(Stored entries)
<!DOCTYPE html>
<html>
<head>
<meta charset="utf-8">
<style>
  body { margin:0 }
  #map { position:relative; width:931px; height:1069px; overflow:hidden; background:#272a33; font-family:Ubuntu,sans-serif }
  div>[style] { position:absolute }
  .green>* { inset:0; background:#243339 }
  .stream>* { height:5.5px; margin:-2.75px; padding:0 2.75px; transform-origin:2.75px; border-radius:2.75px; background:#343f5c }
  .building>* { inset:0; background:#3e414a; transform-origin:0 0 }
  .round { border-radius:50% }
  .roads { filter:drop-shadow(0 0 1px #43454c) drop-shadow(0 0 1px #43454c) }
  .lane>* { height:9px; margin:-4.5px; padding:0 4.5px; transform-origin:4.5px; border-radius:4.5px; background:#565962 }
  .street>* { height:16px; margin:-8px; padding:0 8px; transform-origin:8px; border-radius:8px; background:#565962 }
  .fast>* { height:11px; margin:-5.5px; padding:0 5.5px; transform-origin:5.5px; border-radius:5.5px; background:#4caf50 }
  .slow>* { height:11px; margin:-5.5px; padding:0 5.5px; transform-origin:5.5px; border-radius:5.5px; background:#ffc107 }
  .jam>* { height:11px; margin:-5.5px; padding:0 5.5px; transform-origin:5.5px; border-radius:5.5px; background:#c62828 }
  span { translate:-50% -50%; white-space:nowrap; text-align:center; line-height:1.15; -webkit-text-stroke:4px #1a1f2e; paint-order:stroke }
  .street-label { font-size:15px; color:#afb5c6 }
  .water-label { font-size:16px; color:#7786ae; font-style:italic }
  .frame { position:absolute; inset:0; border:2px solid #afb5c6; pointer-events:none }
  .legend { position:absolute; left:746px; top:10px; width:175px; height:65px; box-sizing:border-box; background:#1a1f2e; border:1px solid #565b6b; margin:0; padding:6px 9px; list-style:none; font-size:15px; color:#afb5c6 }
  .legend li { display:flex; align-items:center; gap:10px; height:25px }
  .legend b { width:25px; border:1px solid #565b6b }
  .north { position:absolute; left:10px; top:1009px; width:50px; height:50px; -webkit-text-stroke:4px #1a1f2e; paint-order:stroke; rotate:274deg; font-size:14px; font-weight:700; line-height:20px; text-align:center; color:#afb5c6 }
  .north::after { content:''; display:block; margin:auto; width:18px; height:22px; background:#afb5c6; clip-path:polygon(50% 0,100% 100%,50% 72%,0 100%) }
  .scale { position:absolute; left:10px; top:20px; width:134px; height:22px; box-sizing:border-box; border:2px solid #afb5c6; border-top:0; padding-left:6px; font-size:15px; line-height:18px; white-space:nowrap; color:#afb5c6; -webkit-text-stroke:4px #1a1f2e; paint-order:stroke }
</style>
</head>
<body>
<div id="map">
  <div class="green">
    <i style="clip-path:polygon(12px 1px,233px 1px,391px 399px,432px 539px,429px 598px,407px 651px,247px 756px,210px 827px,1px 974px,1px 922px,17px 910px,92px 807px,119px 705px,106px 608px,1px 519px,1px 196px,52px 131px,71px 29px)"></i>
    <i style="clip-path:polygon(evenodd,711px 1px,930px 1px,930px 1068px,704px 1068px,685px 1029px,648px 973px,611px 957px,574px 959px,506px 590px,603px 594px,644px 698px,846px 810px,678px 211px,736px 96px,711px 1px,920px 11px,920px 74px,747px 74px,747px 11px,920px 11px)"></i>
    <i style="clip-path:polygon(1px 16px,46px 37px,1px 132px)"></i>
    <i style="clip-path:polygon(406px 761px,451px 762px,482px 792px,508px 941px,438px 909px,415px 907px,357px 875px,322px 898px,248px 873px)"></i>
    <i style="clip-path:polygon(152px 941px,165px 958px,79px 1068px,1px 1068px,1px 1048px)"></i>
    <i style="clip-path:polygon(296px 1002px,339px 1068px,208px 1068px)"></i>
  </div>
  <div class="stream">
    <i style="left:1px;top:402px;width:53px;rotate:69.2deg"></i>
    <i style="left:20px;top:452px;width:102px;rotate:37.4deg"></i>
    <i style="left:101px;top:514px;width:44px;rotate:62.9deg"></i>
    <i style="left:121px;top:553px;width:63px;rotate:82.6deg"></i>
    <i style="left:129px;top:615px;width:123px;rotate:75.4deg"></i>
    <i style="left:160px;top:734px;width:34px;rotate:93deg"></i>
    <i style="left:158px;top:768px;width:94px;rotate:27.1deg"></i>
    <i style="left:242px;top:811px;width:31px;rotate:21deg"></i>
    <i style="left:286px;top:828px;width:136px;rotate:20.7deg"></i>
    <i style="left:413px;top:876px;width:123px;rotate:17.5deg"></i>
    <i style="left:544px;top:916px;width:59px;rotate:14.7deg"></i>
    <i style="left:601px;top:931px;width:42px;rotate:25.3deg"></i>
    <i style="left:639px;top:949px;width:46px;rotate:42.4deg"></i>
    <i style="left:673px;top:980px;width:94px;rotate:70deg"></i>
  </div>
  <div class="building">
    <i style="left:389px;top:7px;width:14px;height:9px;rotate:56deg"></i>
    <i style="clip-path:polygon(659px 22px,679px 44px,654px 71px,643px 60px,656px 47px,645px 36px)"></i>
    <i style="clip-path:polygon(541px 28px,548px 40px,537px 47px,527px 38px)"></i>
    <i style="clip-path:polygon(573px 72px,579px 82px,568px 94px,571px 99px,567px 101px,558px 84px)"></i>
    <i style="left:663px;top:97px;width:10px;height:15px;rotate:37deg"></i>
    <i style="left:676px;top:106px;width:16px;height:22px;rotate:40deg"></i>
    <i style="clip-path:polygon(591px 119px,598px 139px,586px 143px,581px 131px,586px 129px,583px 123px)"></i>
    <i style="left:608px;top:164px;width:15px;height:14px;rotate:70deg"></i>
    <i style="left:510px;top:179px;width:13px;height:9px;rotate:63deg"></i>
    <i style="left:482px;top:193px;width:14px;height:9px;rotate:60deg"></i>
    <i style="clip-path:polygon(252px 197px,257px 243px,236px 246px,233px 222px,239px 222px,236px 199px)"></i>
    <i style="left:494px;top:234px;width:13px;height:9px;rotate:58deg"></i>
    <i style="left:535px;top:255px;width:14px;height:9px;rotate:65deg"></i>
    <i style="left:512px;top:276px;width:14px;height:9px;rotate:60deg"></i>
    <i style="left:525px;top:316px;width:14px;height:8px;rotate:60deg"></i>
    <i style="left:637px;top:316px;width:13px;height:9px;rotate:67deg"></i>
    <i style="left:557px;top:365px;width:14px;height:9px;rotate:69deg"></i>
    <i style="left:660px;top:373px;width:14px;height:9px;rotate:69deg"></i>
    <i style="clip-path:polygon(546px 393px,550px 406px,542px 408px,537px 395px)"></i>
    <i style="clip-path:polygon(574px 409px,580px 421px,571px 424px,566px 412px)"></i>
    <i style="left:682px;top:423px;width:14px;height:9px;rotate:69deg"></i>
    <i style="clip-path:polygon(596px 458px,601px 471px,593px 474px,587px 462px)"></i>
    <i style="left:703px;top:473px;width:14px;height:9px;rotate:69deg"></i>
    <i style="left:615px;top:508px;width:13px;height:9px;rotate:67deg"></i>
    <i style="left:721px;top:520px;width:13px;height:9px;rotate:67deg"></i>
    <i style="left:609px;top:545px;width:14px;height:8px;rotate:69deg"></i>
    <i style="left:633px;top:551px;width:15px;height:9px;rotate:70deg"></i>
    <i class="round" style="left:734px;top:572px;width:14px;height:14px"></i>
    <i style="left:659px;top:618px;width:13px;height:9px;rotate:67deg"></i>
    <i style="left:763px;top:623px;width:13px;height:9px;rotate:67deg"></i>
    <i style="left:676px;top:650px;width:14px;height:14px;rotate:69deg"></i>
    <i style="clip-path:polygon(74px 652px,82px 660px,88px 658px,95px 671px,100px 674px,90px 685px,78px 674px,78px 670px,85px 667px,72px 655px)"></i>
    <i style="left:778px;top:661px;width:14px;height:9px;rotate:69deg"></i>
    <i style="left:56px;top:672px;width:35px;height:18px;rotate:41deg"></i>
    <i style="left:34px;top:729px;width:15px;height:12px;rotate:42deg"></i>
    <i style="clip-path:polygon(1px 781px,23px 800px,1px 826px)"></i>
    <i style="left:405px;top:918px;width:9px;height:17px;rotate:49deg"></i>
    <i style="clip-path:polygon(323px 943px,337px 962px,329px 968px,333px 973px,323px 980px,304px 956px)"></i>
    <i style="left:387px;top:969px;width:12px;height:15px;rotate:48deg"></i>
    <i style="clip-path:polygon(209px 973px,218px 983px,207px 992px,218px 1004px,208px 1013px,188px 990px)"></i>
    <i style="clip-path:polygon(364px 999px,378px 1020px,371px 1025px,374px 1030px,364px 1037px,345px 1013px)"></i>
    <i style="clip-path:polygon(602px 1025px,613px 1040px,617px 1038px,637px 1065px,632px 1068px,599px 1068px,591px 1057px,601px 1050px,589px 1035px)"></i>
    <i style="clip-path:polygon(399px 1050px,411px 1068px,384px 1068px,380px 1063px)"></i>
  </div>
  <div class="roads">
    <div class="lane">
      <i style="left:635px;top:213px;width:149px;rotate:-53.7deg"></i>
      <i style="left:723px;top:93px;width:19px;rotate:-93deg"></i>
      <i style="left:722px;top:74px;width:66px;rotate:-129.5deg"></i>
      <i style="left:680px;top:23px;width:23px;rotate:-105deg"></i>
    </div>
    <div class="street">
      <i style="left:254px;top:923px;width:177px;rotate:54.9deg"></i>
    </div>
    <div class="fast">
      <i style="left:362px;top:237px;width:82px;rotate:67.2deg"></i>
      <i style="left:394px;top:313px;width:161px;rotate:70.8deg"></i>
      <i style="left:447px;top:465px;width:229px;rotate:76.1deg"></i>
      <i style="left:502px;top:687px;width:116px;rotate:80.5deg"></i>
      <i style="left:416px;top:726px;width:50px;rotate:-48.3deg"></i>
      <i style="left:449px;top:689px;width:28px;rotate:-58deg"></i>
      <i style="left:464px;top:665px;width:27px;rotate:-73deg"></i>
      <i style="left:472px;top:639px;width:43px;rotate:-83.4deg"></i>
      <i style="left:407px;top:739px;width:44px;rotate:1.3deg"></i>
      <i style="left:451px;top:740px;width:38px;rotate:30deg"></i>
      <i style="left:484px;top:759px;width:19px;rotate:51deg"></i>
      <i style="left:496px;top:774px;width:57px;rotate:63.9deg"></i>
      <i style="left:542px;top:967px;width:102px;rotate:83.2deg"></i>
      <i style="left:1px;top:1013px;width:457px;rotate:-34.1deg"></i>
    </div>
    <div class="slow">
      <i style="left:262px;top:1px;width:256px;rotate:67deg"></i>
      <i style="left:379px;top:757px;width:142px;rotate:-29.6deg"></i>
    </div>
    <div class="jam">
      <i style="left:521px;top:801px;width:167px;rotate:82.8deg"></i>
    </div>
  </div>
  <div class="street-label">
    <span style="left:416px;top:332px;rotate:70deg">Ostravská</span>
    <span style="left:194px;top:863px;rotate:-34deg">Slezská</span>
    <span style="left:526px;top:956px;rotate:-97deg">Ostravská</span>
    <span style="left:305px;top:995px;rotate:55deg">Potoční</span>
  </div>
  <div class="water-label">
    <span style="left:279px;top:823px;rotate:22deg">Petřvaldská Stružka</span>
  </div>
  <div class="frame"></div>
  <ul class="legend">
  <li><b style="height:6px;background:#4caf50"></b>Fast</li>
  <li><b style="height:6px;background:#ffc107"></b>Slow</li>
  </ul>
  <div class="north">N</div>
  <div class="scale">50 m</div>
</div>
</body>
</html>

▶ [TRY IT] Which lines of the data include the string "none"? Find them and copy each one.

▶ [SOLUTION]
  .frame { position:absolute; inset:0; border:2px solid #afb5c6; pointer-events:none }
  .legend { position:absolute; left:746px; top:10px; width:175px; height:65px; box-sizing:border-box; background:#1a1f2e; border:1px solid #565b6b; margin:0; padding:6px 9px; list-style:none; font-size:15px; color:#afb5c6 }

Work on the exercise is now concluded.